Despite posting $328 million of cash collateral during the first half of the year, liquidity at June 30, 2008 still was strong at approximately $2.6 billion. Cash balances increased $132 million compared to the end of 2007 primarily as a result of $764 million in operating cash flows, excluding cash collateral, and proceeds from the sale of ITISA, offset by $188 million in debt repayments, $55 million in stock repurchases, $28 million for payment of preferred dividends, and $409 million for cash capital expenditures.

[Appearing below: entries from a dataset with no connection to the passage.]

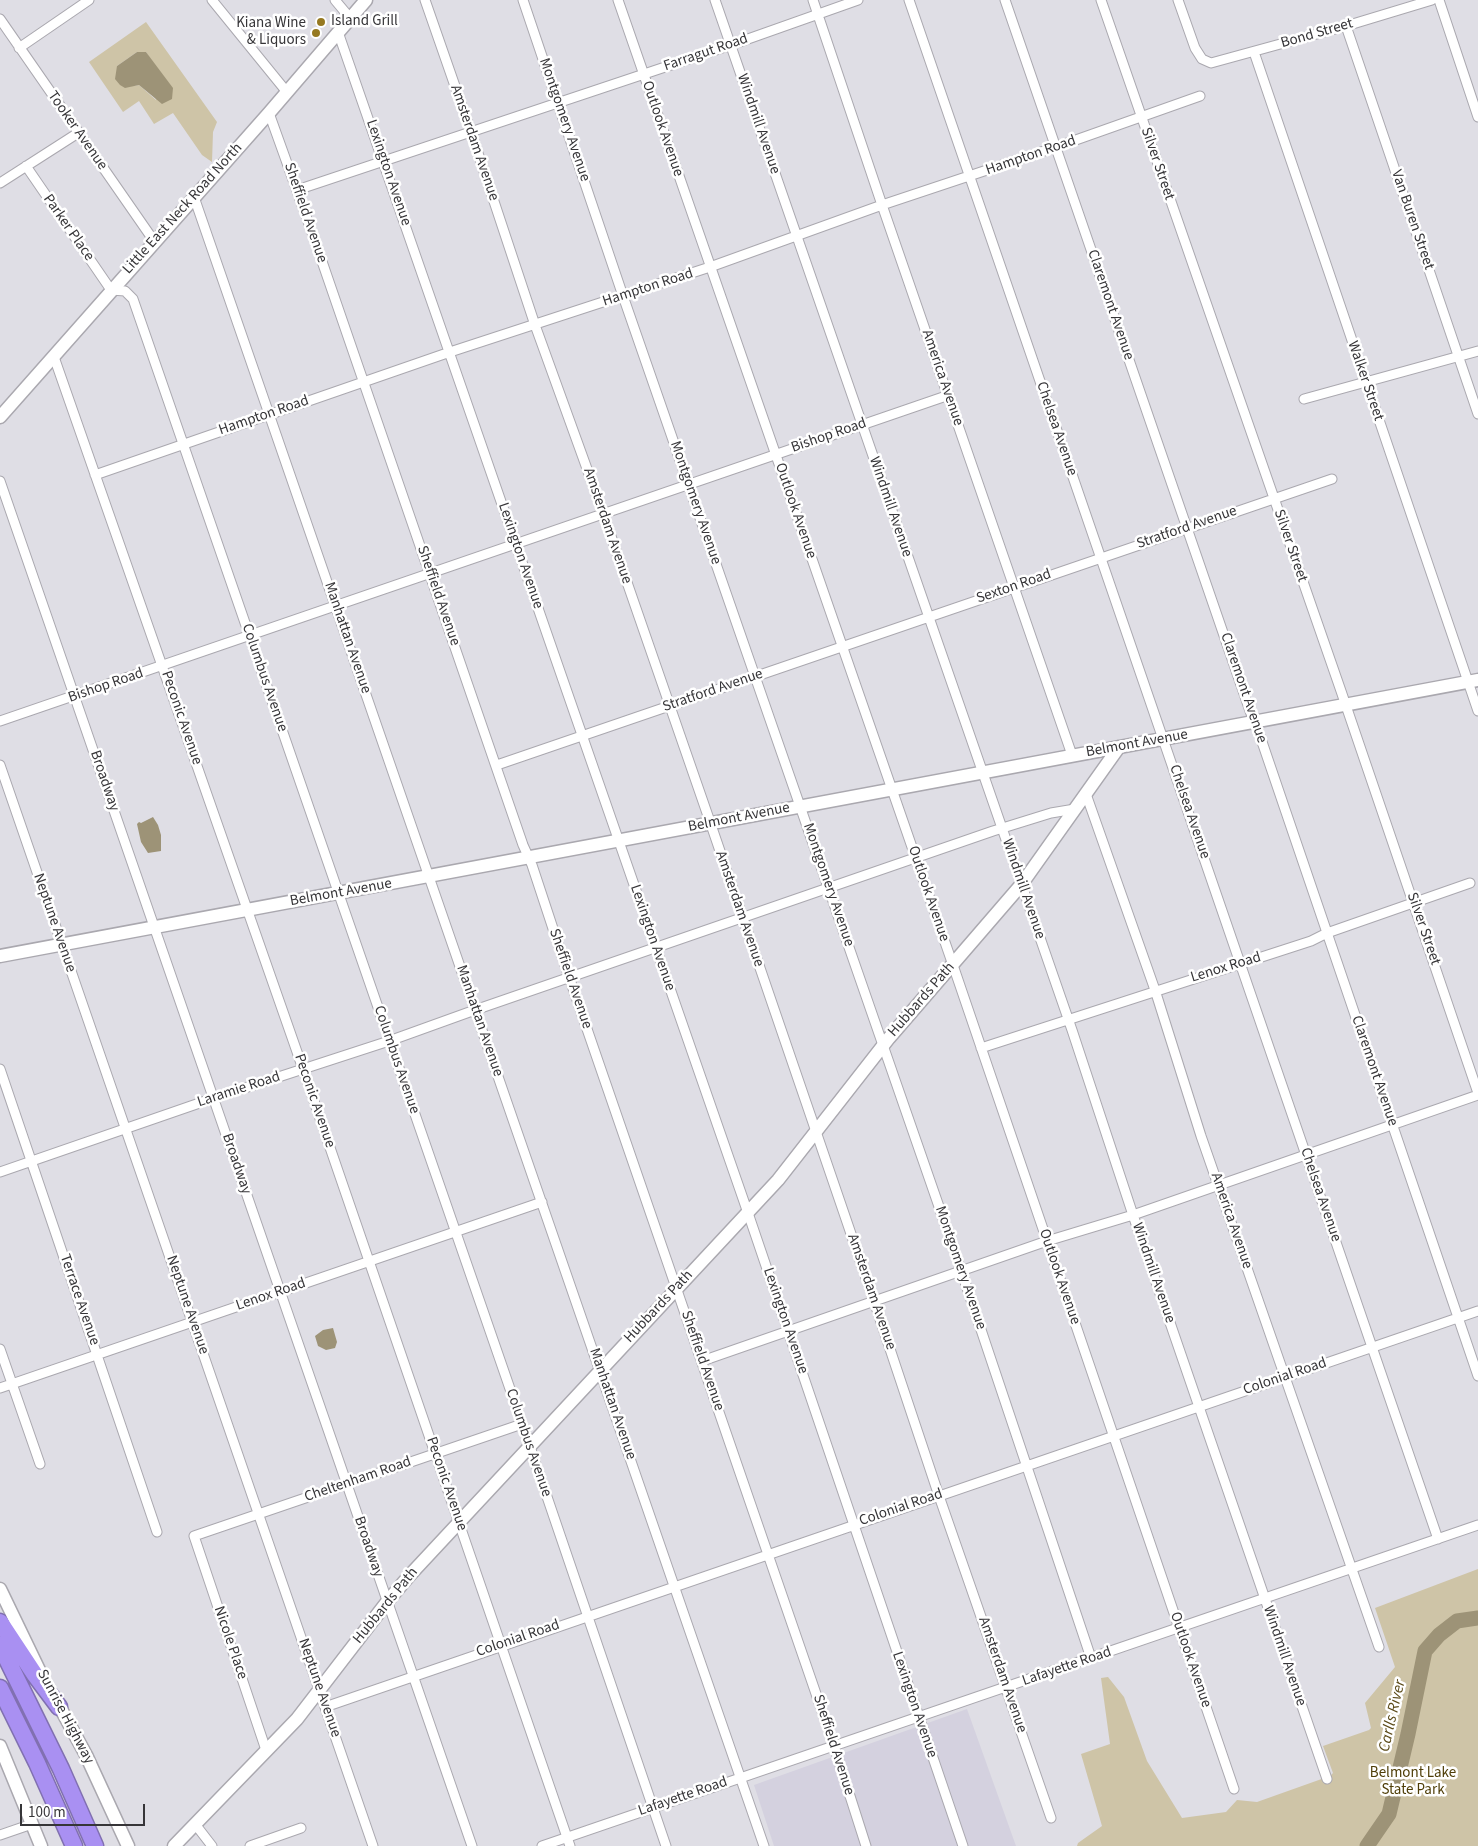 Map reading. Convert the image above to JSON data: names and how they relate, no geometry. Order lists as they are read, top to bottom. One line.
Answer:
{"streets":{"highway":["Sunrise Highway"],"main road":["Little East Neck Road North","Belmont Avenue","Hubbards Path"],"street":["Bond Street","Farragut Road","Montgomery Avenue","Windmill Avenue","Outlook Avenue","Tooker Avenue","Amsterdam Avenue","Hampton Road","Silver Street","Lexington Avenue","Sheffield Avenue","Van Buren Street","Parker Place","Claremont Avenue","America Avenue","Walker Street","Chelsea Avenue","Bishop Road","Stratford Avenue","Sexton Road","Manhattan Avenue","Columbus Avenue","Peconic Avenue","Broadway","Neptune Avenue","Lenox Road","Laramie Road","Terrace Avenue","Colonial Road","Cheltenham Road","Nicole Place","Lafayette Road"]},"crossings":[["Bond Street","Van Buren Street"],["Bond Street","Walker Street"],["Farragut Road","Montgomery Avenue"],["Farragut Road","Windmill Avenue"],["Farragut Road","Outlook Avenue"],["Farragut Road","Amsterdam Avenue"],["Farragut Road","Lexington Avenue"],["Farragut Road","Sheffield Avenue"],["Farragut Road","America Avenue"],["Montgomery Avenue","Hampton Road"],["Montgomery Avenue","Bishop Road"],["Montgomery Avenue","Stratford Avenue"],["Montgomery Avenue","Belmont Avenue"],["Montgomery Avenue","Hubbards Path"],["Montgomery Avenue","Laramie Road"],["Montgomery Avenue","Colonial Road"],["Montgomery Avenue","Lafayette Road"],["Windmill Avenue","Hampton Road"],["Windmill Avenue","Bishop Road"],["Windmill Avenue","Stratford Avenue"],["Windmill Avenue","Sexton Road"],["Windmill Avenue","Belmont Avenue"],["Windmill Avenue","Lenox Road"],["Windmill Avenue","Hubbards Path"],["Windmill Avenue","Laramie Road"],["Windmill Avenue","Colonial Road"],["Windmill Avenue","Lafayette Road"],["Outlook Avenue","Hampton Road"],["Outlook Avenue","Bishop Road"],["Outlook Avenue","Stratford Avenue"],["Outlook Avenue","Belmont Avenue"],["Outlook Avenue","Lenox Road"],["Outlook Avenue","Hubbards Path"],["Outlook Avenue","Laramie Road"],["Outlook Avenue","Colonial Road"],["Outlook Avenue","Lafayette Road"],["Tooker Avenue","Little East Neck Road North"],["Amsterdam Avenue","Hampton Road"],["Amsterdam Avenue","Bishop Road"],["Amsterdam Avenue","Stratford Avenue"],["Amsterdam Avenue","Belmont Avenue"],["Amsterdam Avenue","Hubbards Path"],["Amsterdam Avenue","Laramie Road"],["Amsterdam Avenue","Colonial Road"],["Amsterdam Avenue","Lafayette Road"],["Hampton Road","Silver Street"],["Hampton Road","Lexington Avenue"],["Hampton Road","Sheffield Avenue"],["Hampton Road","Claremont Avenue"],["Hampton Road","America Avenue"],["Hampton Road","Chelsea Avenue"],["Hampton Road","Manhattan Avenue"],["Hampton Road","Columbus Avenue"],["Hampton Road","Peconic Avenue"],["Silver Street","Stratford Avenue"],["Silver Street","Belmont Avenue"],["Silver Street","Lenox Road"],["Lexington Avenue","Little East Neck Road North"],["Lexington Avenue","Bishop Road"],["Lexington Avenue","Stratford Avenue"],["Lexington Avenue","Belmont Avenue"],["Lexington Avenue","Hubbards Path"],["Lexington Avenue","Laramie Road"],["Lexington Avenue","Colonial Road"],["Lexington Avenue","Lafayette Road"],["Little East Neck Road North","Sheffield Avenue"],["Little East Neck Road North","Parker Place"],["Little East Neck Road North","Manhattan Avenue"],["Little East Neck Road North","Columbus Avenue"],["Little East Neck Road North","Peconic Avenue"],["Sheffield Avenue","Bishop Road"],["Sheffield Avenue","Stratford Avenue"],["Sheffield Avenue","Belmont Avenue"],["Sheffield Avenue","Hubbards Path"],["Sheffield Avenue","Laramie Road"],["Sheffield Avenue","Colonial Road"],["Sheffield Avenue","Lafayette Road"],["Parker Place","Columbus Avenue"],["Claremont Avenue","Stratford Avenue"],["Claremont Avenue","Belmont Avenue"],["Claremont Avenue","Lenox Road"],["Claremont Avenue","Colonial Road"],["America Avenue","Bishop Road"],["America Avenue","Sexton Road"],["America Avenue","Belmont Avenue"],["America Avenue","Lenox Road"],["America Avenue","Hubbards Path"],["America Avenue","Colonial Road"],["America Avenue","Lafayette Road"],["Walker Street","Belmont Avenue"],["Chelsea Avenue","Stratford Avenue"],["Chelsea Avenue","Sexton Road"],["Chelsea Avenue","Belmont Avenue"],["Chelsea Avenue","Lenox Road"],["Chelsea Avenue","Colonial Road"],["Chelsea Avenue","Lafayette Road"],["Bishop Road","Manhattan Avenue"],["Bishop Road","Columbus Avenue"],["Bishop Road","Peconic Avenue"],["Bishop Road","Broadway"],["Stratford Avenue","Sexton Road"],["Manhattan Avenue","Belmont Avenue"],["Manhattan Avenue","Lenox Road"],["Manhattan Avenue","Hubbards Path"],["Manhattan Avenue","Laramie Road"],["Manhattan Avenue","Colonial Road"],["Manhattan Avenue","Lafayette Road"],["Columbus Avenue","Belmont Avenue"],["Columbus Avenue","Lenox Road"],["Columbus Avenue","Hubbards Path"],["Columbus Avenue","Laramie Road"],["Columbus Avenue","Colonial Road"],["Columbus Avenue","Cheltenham Road"],["Columbus Avenue","Lafayette Road"],["Peconic Avenue","Belmont Avenue"],["Peconic Avenue","Lenox Road"],["Peconic Avenue","Hubbards Path"],["Peconic Avenue","Laramie Road"],["Peconic Avenue","Colonial Road"],["Peconic Avenue","Cheltenham Road"],["Peconic Avenue","Lafayette Road"],["Belmont Avenue","Broadway"],["Belmont Avenue","Neptune Avenue"],["Belmont Avenue","Hubbards Path"],["Broadway","Lenox Road"],["Broadway","Hubbards Path"],["Broadway","Laramie Road"],["Broadway","Colonial Road"],["Broadway","Cheltenham Road"],["Neptune Avenue","Lenox Road"],["Neptune Avenue","Hubbards Path"],["Neptune Avenue","Laramie Road"],["Neptune Avenue","Colonial Road"],["Neptune Avenue","Cheltenham Road"],["Lenox Road","Terrace Avenue"],["Hubbards Path","Laramie Road"],["Hubbards Path","Nicole Place"],["Laramie Road","Terrace Avenue"],["Cheltenham Road","Nicole Place"]],"water":["Carlls River"],"parks":["Belmont Lake State Park"],"places":["Island Grill","Kiana Wine & Liquors"],"scale_bar":"100 m"} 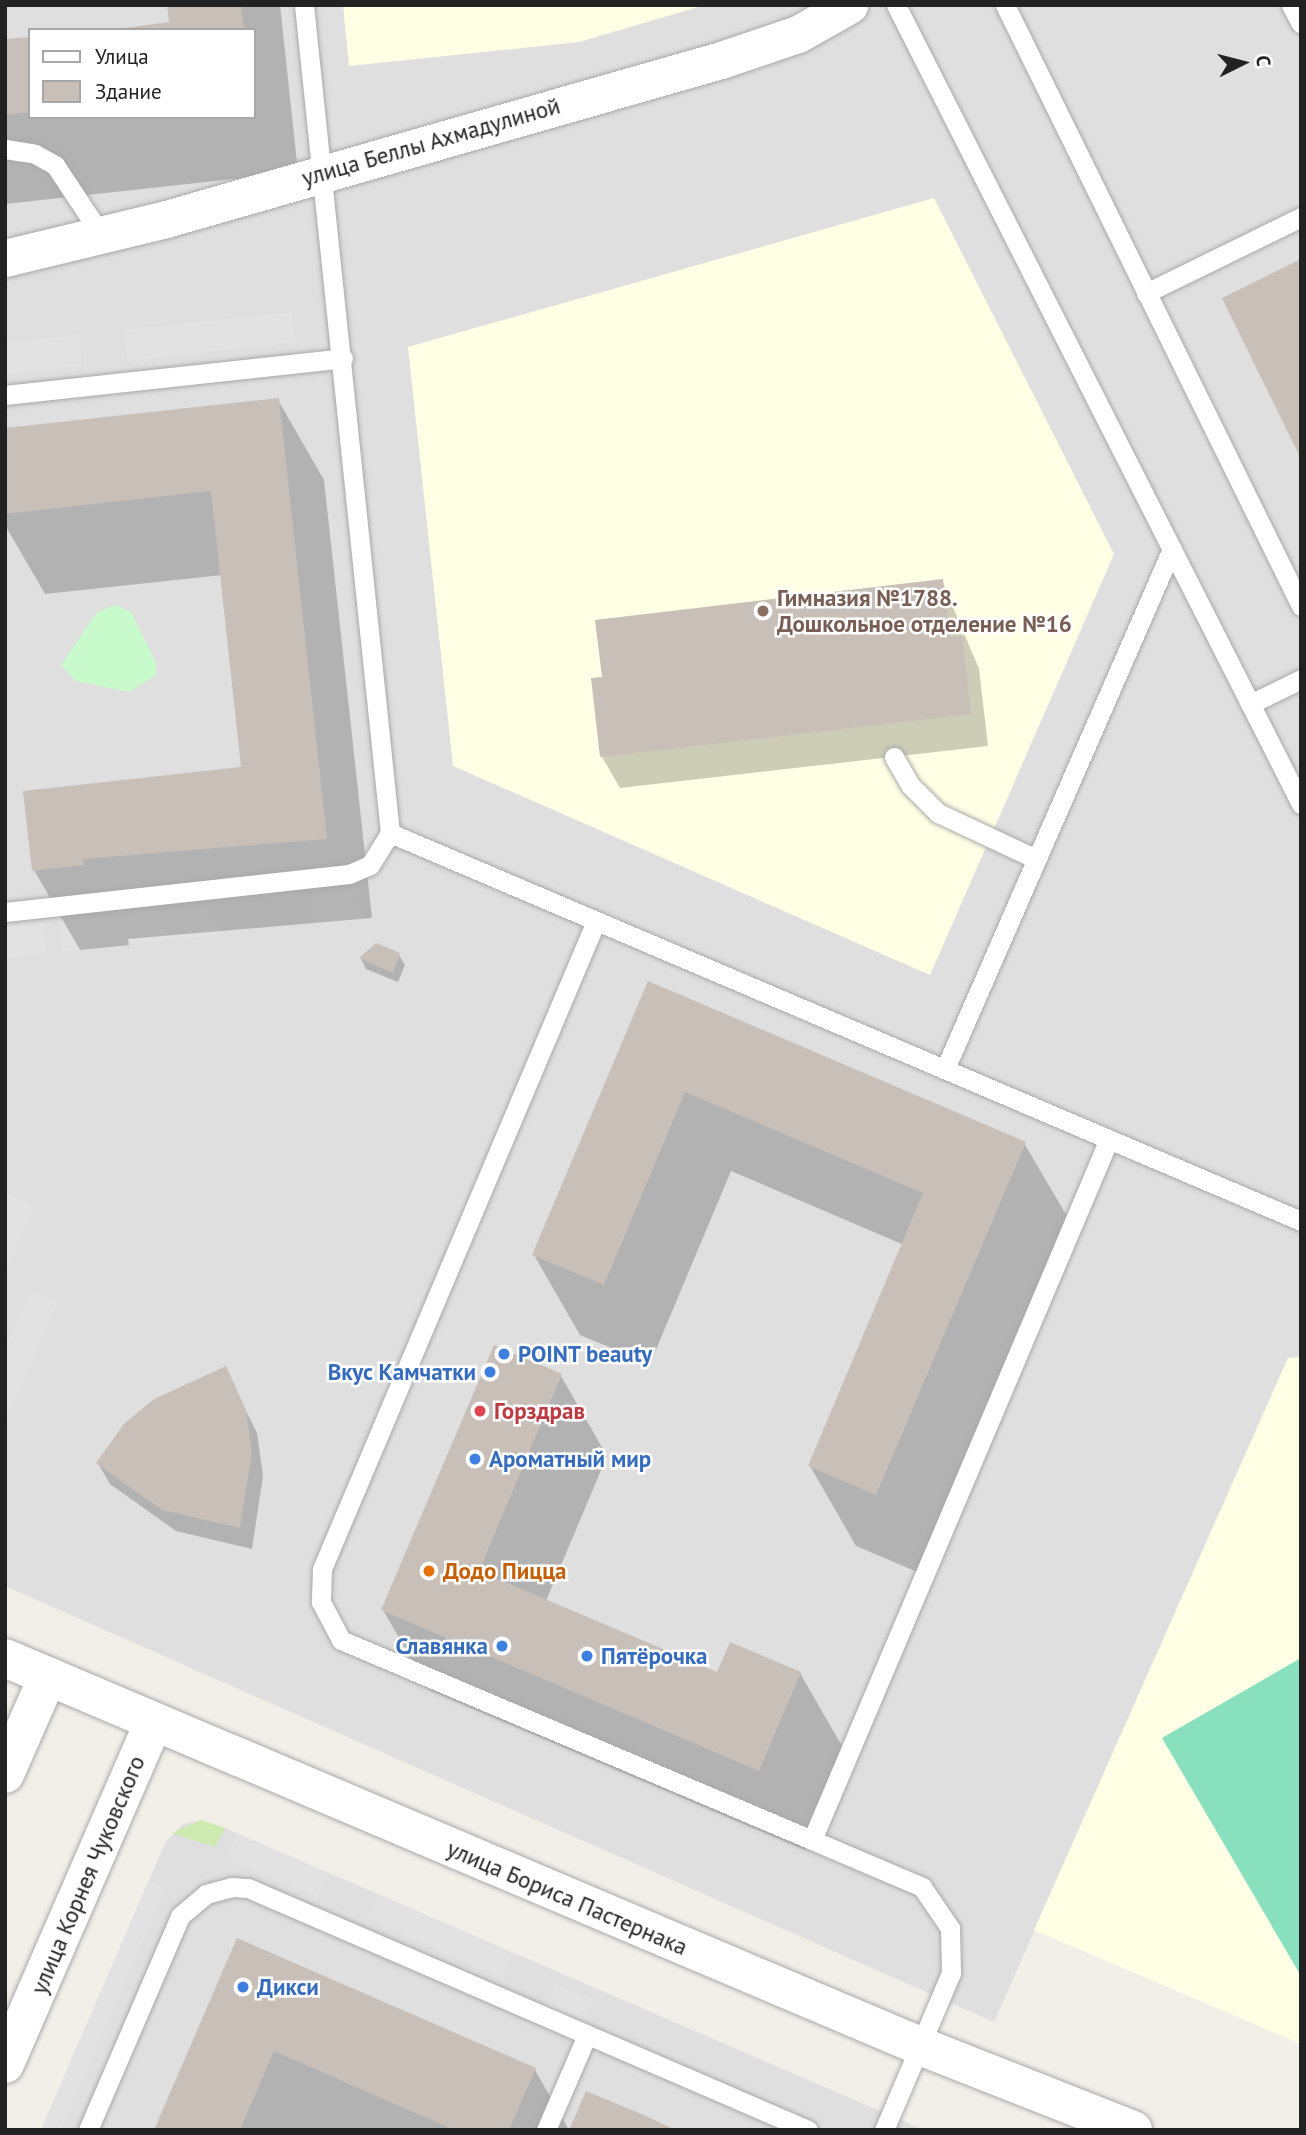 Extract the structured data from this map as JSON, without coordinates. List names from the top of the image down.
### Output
{
  "streets": {
    "street": ["улица Беллы Ахмадулиной", "улица Корнея Чуковского", "улица Бориса Пастернака"]
  },
  "crossings": [
    ["улица Корнея Чуковского", "улица Бориса Пастернака"]
  ],
  "places": [
    "Гимназия №1788. Дошкольное отделение №16",
    "POINT beauty",
    "Вкус Камчатки",
    "Горздрав",
    "Ароматный мир",
    "Додо Пицца",
    "Славянка",
    "Пятёрочка",
    "Дикси"
  ],
  "legend": ["Улица", "Здание"],
  "north": "right"
} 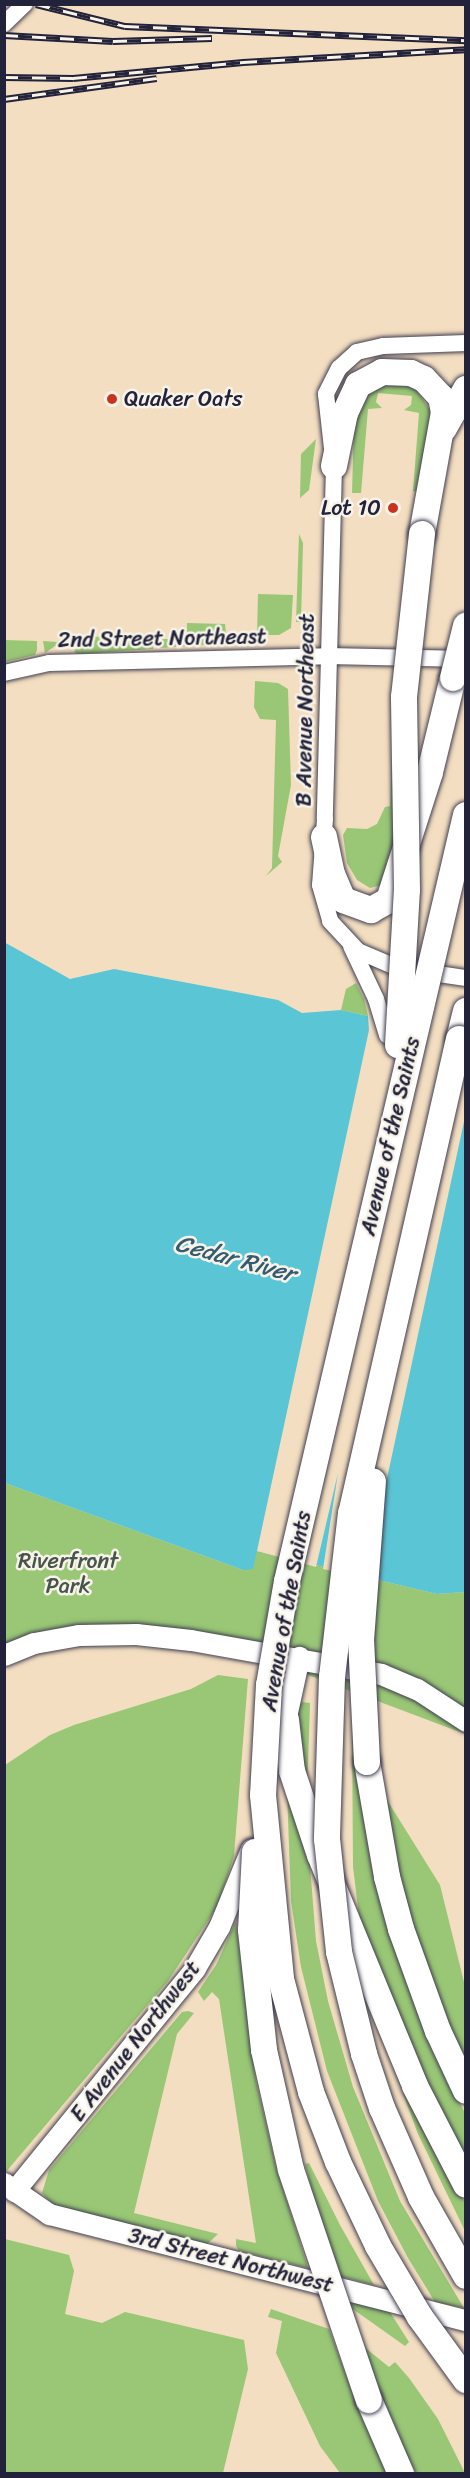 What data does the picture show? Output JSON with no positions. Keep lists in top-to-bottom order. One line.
{"streets":{"highway":["Avenue of the Saints"],"main road":["E Avenue Northwest","3rd Street Northwest"],"street":["2nd Street Northeast","B Avenue Northeast"]},"crossings":[["2nd Street Northeast","B Avenue Northeast"],["E Avenue Northwest","3rd Street Northwest"]],"water":["Cedar River"],"parks":["Riverfront Park"],"places":["Quaker Oats","Lot 10"]}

2008 Capital Allocation Plan
NRG’s Capital Allocation Plan allocates the Company’s free cash flows to reinvesting in the existing assets of the Company, pursuing growth investments primarily throughRepoweringNRG, managing debt levels, and providing a regular return of capital to shareholders. For the first six months of 2008, the Company has invested $158 million in the existing asset fleet including $62 million and $97 million in environmental and maintenance spending, respectively. During this same period, the Company deployed $339 million in capital towards growth investments including $219 million in wind projects, $51 million at our Cedar Bayou project and $31 million at STP units 3 & 4. The Company continued to manage its debt levels within its targeted range by repaying $188 million in consolidated debt during the first half of the year. With respect to our share repurchase program, we have returned $140 million in capital to our shareholders against our $300 million 2008 program commitment. While we did not buy back any shares during the second quarter, the Company has a clear focus on completing the remaining $160 million repurchase commitment in addition to settling out the NRG Common Stock Finance I call options by year end.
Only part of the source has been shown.